If you know a blogger or a tweeter who might be willing to give the series a positive mention on social media somewhere, please ask them to do it.
And if you are inclined to give these books a five-star rating on Amazon, please consider adding a brief review to your rating - one which mentions young readers. (If you can’t bring yourself to write even a very brief review, please register the rating, anyway!)
The fact is, at the current moment, both the subscribers to this Substack and the vast majority of people who bought the first three books are adults who grew up on the classic series.
And while, of course, I’m delighted that the new books seem to be appealing to people who have known about The Three Investigators for a long time now, I also want the books to get the chance to appeal to people who’ll be encountering Jupiter, Pete, and Bob for the very first time.
With that in mind, Steven and I have decided to start publishing the series through IngramSpark, in addition to Amazon and Barnes & Noble. IngramSpark is a mainstream book distributor which will list them in catalogues available to booksellers and librarians.
From now on, new books will be published through IngramSpark within a month of their publication on Amazon, and at that point, it will also be possible for you to mention the series to the manager or the head librarian the next time you’re in your favorite bookstore or library.
Finally - and just so you know - starting in September, rather than publishing three books every three months, Steven and I are going to be moving to a one-book-a-month publication schedule.

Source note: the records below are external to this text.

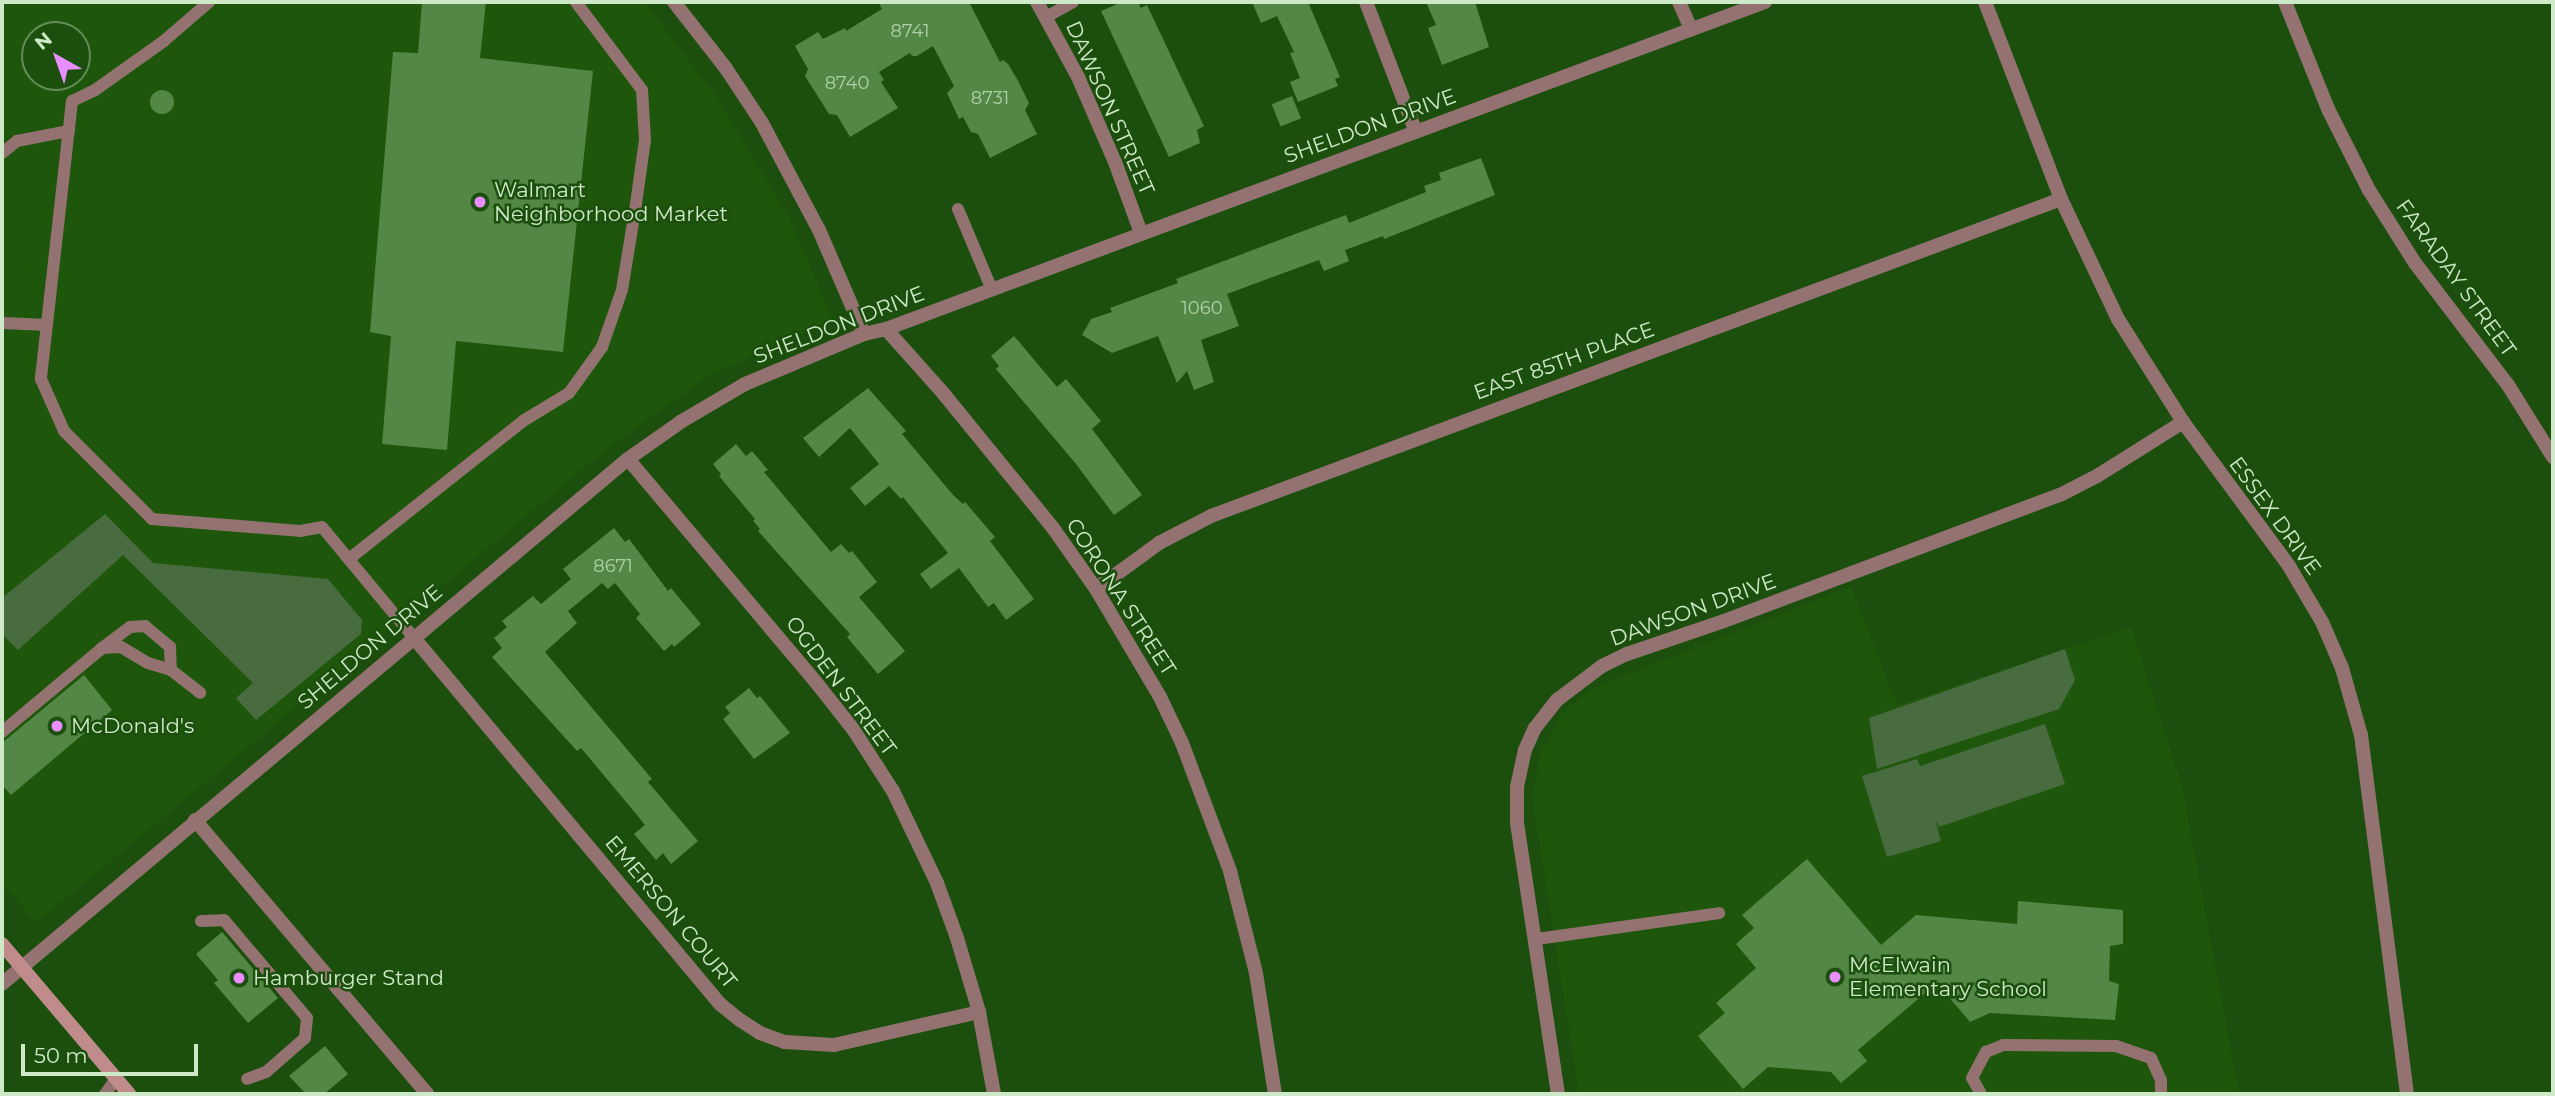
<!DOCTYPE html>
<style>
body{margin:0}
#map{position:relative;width:2555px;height:1096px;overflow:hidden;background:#1c4f0d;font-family:Montserrat,sans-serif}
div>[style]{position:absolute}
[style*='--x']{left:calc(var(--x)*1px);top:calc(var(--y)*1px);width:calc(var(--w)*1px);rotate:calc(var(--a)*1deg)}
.built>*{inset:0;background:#1e570b}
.green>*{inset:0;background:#486b40}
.building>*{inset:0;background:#538746;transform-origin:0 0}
.round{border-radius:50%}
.lane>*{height:12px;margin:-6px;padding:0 6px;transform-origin:6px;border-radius:6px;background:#947271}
.street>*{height:14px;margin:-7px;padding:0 7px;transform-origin:7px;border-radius:7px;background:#947271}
.secondary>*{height:14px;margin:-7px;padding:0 7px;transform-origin:7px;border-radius:7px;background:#c08c8b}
.dots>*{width:19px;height:19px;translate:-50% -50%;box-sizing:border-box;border:4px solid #1c4f0d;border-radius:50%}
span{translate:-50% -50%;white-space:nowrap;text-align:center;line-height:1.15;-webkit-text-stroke:5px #1c4f0d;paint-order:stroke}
.number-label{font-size:18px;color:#afd0a7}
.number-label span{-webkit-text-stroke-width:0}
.street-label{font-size:21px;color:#cee9c7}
.poi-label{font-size:21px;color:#cee9c7}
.left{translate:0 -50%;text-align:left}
.frame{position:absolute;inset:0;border:4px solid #cee9c7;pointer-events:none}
.north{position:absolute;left:21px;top:21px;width:70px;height:70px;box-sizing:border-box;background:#1c4f0d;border:2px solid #638d57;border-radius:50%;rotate:320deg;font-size:19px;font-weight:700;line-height:28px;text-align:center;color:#cee9c7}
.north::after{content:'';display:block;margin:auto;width:24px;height:32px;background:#e98efe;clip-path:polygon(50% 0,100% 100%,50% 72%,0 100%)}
.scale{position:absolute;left:21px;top:1044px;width:177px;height:32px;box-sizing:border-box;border:4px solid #cee9c7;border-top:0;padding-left:9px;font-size:21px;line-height:24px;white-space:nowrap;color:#cee9c7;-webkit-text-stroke:5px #1c4f0d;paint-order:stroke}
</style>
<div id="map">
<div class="built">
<div style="clip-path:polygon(evenodd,2px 2px,644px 2px,717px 97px,789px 218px,833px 320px,710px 375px,609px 447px,36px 923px,2px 882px,2px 2px,35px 35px,77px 35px,77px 77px,35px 77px,35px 35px)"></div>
<div style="clip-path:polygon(1851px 587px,1897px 705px,2131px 627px,2183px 790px,2239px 1094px,1579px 1094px,1532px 797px,1541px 751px,1560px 715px,1590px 689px)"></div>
</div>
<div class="green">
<div style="clip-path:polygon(105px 514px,153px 563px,328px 579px,362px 620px,361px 634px,256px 720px,236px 698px,253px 683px,123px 555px,18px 650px,2px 634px,2px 598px)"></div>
<div style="clip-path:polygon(2065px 649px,2075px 680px,2059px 709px,1877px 769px,1869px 718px)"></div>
<div style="clip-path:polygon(2045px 724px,2065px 784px,1939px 827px,1935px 819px,1941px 841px,1887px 857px,1862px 776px,1917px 759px,1920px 766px)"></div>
</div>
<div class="building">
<div style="clip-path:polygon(422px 2px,486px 2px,480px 58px,593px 71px,563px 352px,456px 341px,447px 450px,382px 444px,391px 336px,370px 332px,393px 52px,418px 53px)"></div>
<div style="clip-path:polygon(878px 2px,969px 2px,1000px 62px,1003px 60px,1008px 64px,1017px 79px,1029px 103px,1025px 110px,1037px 134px,990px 158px,978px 134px,971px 132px,963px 117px,959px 119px,947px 93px,954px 86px,933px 46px,917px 56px,912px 56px,910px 53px,879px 72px,884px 80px,881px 82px,898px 108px,850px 137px,837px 115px,829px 114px,805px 76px,808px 69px,795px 46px,818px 32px,823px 39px,845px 28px,846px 31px,882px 9px)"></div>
<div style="clip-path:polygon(1122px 2px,1138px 2px,1141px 8px,1147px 5px,1204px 126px,1197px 130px,1200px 143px,1169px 157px,1101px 11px)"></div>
<div style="clip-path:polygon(1252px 2px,1308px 2px,1340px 77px,1335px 79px,1338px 86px,1298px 102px,1290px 82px,1300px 78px,1290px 53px,1294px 52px,1277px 16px,1261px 23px)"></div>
<div style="clip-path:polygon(1426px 2px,1475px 2px,1489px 47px,1442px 65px,1428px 28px,1436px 25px)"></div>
<div class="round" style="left:150px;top:90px;width:24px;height:24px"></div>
<div style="left:1292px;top:96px;width:24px;height:22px;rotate:68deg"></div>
<div style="clip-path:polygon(1481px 158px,1495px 195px,1384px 239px,1383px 236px,1345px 250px,1349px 261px,1324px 271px,1319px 260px,1227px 294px,1239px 326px,1201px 340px,1214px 382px,1194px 390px,1187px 371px,1177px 383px,1158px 336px,1112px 353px,1082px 335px,1091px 319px,1112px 312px,1110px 308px,1178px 283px,1176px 279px,1346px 215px,1349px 223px,1426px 192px,1424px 186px,1441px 180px,1439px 173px)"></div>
<div style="clip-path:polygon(1014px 336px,1057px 387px,1066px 379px,1101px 421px,1092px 429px,1142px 495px,1114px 515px,1076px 464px,996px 369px,999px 366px,991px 356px)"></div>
<div style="clip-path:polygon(868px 388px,906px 431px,902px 434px,953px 495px,963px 504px,965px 502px,995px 537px,990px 541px,1034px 599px,1006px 620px,994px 603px,988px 607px,959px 568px,931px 589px,920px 574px,948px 553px,903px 497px,901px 499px,889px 486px,865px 506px,850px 488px,879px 464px,850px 428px,819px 457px,803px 438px)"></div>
<div style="clip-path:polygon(736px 444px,746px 456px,752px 451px,768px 470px,764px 472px,831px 552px,841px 544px,849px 553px,852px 551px,877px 582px,859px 597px,905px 651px,878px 674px,847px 637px,850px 634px,758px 531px,760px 529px,753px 521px,755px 519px,719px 476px,721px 474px,713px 464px)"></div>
<div style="clip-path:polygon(614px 528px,625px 542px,629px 539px,668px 591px,671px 588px,701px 624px,674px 647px,672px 644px,664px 651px,636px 618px,640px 614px,615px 583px,608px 589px,602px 583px,568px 611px,577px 623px,545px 652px,652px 779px,648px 782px,698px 841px,671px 864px,663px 853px,656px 860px,634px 834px,645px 825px,637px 815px,581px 748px,577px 751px,492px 657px,502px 648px,494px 638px,507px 627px,502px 621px,533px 596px,541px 604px,571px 579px,563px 569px)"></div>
<div style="clip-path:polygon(84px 675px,112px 710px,11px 795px,2px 785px,2px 743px)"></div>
<div style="clip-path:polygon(749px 688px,757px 698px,760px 696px,790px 733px,754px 759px,723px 719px,730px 713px,725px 707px)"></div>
<div style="clip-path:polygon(1807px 859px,1881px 945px,1916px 915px,2017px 924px,2018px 901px,2123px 910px,2123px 944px,2110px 946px,2109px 981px,2119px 984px,2115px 1020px,1990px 1013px,1970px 1022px,1937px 983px,1858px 1050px,1867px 1061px,1841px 1083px,1831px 1072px,1768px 1067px,1743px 1089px,1698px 1036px,1725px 1013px,1716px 1003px,1756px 968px,1736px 944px,1754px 928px,1742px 915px)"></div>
<div style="clip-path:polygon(222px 932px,278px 998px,248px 1023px,214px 983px,218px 980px,196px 954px)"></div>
<div style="clip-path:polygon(325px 1046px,348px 1074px,324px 1094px,306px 1094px,289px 1076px)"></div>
</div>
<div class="lane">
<div style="--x:209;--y:2;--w:60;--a:139.1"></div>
<div style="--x:164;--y:41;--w:85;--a:144.6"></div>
<div style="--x:95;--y:90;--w:25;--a:154"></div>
<div style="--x:72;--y:101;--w:280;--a:96.4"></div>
<div style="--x:41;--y:379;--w:57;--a:66.1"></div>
<div style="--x:64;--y:431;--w:124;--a:45"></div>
<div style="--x:152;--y:519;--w:148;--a:4.6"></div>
<div style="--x:300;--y:531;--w:22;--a:-10"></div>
<div style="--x:322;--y:527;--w:144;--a:50.3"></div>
<div style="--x:1046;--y:17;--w:31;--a:-29"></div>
<div style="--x:2;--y:153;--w:19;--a:-39"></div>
<div style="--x:17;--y:141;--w:53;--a:-10.9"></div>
<div style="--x:958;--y:209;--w:88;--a:67.2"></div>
<div style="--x:2;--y:323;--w:45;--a:2.5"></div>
<div style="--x:349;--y:559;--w:222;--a:-38.4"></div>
<div style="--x:523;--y:421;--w:54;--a:-31.3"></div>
<div style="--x:569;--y:393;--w:57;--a:-54.3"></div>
<div style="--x:602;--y:347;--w:60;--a:-70.7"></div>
<div style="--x:622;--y:290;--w:80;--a:-80.7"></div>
<div style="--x:635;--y:211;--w:72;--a:-82"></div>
<div style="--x:645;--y:140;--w:50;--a:-93.4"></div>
<div style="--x:642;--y:90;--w:110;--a:-126.9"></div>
<div style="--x:102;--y:648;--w:35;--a:-37"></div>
<div style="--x:130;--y:627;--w:15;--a:-4"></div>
<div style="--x:145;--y:626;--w:33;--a:40"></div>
<div style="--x:170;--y:647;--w:23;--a:88"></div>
<div style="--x:2;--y:732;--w:131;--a:-40"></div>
<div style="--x:102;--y:648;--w:19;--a:-3"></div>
<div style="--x:121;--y:647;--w:31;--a:31"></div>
<div style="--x:148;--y:663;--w:24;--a:17"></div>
<div style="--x:171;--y:670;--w:37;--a:38"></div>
<div style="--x:201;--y:921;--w:23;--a:-2"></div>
<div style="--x:224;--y:920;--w:128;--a:49.7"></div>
<div style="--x:307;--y:1018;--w:20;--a:96"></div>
<div style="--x:305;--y:1038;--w:52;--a:138.9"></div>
<div style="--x:266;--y:1072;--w:20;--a:160"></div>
<div style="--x:1537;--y:939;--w:184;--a:-8.1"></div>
<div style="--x:105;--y:1094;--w:19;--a:-54"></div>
<div style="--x:1981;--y:1094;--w:18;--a:-119"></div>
<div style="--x:1972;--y:1078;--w:30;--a:-62"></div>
<div style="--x:1986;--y:1052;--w:18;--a:-22"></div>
<div style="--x:2003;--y:1045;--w:113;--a:0.5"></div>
<div style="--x:2116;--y:1046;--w:37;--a:19"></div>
<div style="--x:2151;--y:1058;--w:24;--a:66"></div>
<div style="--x:2161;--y:1080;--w:14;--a:90"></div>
</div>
<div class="street">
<div style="--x:674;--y:2;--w:83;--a:51.9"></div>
<div style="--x:725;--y:67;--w:67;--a:56.5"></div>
<div style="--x:762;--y:123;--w:121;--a:62"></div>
<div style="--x:819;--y:230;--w:113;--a:66.6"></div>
<div style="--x:1037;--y:2;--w:85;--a:61.3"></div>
<div style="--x:1078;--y:77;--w:93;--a:66.5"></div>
<div style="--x:1115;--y:162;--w:76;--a:69.9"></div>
<div style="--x:1366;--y:2;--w:139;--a:69"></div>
<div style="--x:1679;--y:2;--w:30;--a:66"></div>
<div style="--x:1985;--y:2;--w:211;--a:68.9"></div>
<div style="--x:2061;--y:199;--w:133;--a:64.6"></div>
<div style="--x:2118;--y:319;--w:122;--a:57.7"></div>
<div style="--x:2183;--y:422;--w:179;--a:53.6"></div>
<div style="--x:2289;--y:566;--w:65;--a:59.5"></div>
<div style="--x:2322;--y:622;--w:50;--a:66.5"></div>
<div style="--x:2342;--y:668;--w:70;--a:74.2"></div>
<div style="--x:2361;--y:735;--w:362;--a:82.7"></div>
<div style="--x:2285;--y:2;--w:115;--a:68.1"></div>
<div style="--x:2328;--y:109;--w:91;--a:63.2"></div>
<div style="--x:2369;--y:190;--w:86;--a:57.8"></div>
<div style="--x:2415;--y:263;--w:153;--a:52.7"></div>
<div style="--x:2508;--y:385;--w:85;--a:58"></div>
<div style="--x:886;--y:329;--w:86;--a:48.3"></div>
<div style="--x:943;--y:393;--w:174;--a:50.8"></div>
<div style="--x:1053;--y:528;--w:75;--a:54.8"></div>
<div style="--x:1096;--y:589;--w:126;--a:59.3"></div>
<div style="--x:1160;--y:697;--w:51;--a:64.4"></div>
<div style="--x:1182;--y:743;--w:137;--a:69.4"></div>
<div style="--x:1230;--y:871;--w:105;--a:75.7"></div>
<div style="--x:1256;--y:973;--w:122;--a:81.1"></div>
<div style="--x:628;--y:459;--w:290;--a:49.9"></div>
<div style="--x:815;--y:681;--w:61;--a:51.6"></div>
<div style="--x:853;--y:729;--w:74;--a:57.2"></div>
<div style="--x:893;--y:791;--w:102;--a:64.4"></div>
<div style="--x:937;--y:883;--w:59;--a:70"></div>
<div style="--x:957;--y:938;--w:77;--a:73.4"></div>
<div style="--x:979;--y:1012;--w:83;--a:79.6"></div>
<div style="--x:1096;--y:589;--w:78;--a:-36.1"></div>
<div style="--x:1159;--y:543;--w:59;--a:-27.4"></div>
<div style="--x:1211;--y:516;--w:907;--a:-20.45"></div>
<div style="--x:414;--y:638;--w:477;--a:50.1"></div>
<div style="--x:720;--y:1004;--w:26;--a:39"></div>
<div style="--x:740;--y:1020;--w:24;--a:33"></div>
<div style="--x:760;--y:1033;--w:27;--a:20"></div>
<div style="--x:785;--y:1042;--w:49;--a:3.5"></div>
<div style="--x:834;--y:1045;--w:149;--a:-12.8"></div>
<div style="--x:195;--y:820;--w:359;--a:49.7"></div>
<div style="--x:2;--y:984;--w:817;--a:-39.99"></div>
<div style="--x:628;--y:459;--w:66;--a:-35.1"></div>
<div style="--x:682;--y:421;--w:73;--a:-30.4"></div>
<div style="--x:745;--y:384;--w:129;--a:-22.8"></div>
<div style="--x:864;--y:334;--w:23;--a:-13"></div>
<div style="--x:886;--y:329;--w:938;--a:-20.41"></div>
<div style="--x:1558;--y:1094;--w:274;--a:-98.6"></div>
<div style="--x:1517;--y:823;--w:36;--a:-90"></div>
<div style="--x:1517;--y:787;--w:38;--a:-78"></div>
<div style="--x:1525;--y:750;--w:24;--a:-66"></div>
<div style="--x:1535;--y:728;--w:36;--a:-52"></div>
<div style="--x:1557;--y:700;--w:56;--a:-37.1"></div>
<div style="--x:1602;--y:666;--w:28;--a:-26"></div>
<div style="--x:1627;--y:654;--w:102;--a:-18.8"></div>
<div style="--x:1724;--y:621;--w:359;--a:-20.6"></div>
<div style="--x:2060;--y:495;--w:42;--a:-27.2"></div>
<div style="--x:2097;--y:476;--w:102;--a:-32.1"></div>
</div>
<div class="secondary">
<div style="--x:2;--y:944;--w:197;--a:49.7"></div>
</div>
<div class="dots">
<div style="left:480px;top:202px;background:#e98efe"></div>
<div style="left:57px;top:726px;background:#e98efe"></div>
<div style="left:1835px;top:977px;background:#e98efe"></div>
<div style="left:239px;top:978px;background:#e98efe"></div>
</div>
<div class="number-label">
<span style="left:910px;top:31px">8741</span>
<span style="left:847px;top:83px">8740</span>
<span style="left:990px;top:98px">8731</span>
<span style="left:1202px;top:308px">1060</span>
<span style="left:613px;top:566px">8671</span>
</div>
<div class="street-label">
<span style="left:1110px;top:108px;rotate:66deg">DAWSON STREET</span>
<span style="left:1370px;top:126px;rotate:-20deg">SHELDON DRIVE</span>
<span style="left:2456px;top:278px;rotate:54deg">FARADAY STREET</span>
<span style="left:839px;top:325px;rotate:-21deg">SHELDON DRIVE</span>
<span style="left:1564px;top:361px;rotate:-20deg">EAST 85TH PLACE</span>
<span style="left:2275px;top:516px;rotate:54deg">ESSEX DRIVE</span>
<span style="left:1121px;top:597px;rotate:57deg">CORONA STREET</span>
<span style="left:1693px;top:610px;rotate:-20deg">DAWSON DRIVE</span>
<span style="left:370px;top:647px;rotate:-40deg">SHELDON DRIVE</span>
<span style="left:841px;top:686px;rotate:53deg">OGDEN STREET</span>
<span style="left:671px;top:912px;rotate:50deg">EMERSON COURT</span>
</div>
<div class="poi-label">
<span class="left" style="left:494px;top:202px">Walmart<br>Neighborhood Market</span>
<span class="left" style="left:71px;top:726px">McDonald's</span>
<span class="left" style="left:1849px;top:977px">McElwain<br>Elementary School</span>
<span class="left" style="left:253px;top:978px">Hamburger Stand</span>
</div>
<div class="frame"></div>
<div class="north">N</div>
<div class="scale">50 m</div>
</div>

Our main motive in doing that will be to regularize our own lives in the eighteen months that will follow September 3rd - but as book readers ourselves from way back, we kinda like the idea of a book a month, anyway.
Under the new system, we won’t be putting the e-books into pre-sale, but on the 3rd of each month - once a book is available on Amazon as an e-book, a paperback, and a hardcover - I’ll be sending out the complete first chapter to all subscribers to this Substack. (A few days before that, I’ll send out a reminder about the upcoming release in the form of the book description and dust jacket.)
I’m hoping that regularizing the future publication of both my Substack posts and the new Three Investigators books will be good for everyone involved.
With thanks in advance for any help you can give the new books as they make their way into the world.
Best wishes,
Elizabeth Arthur
Me, at the age of sixteen, in a field in Concord, Massachusetts.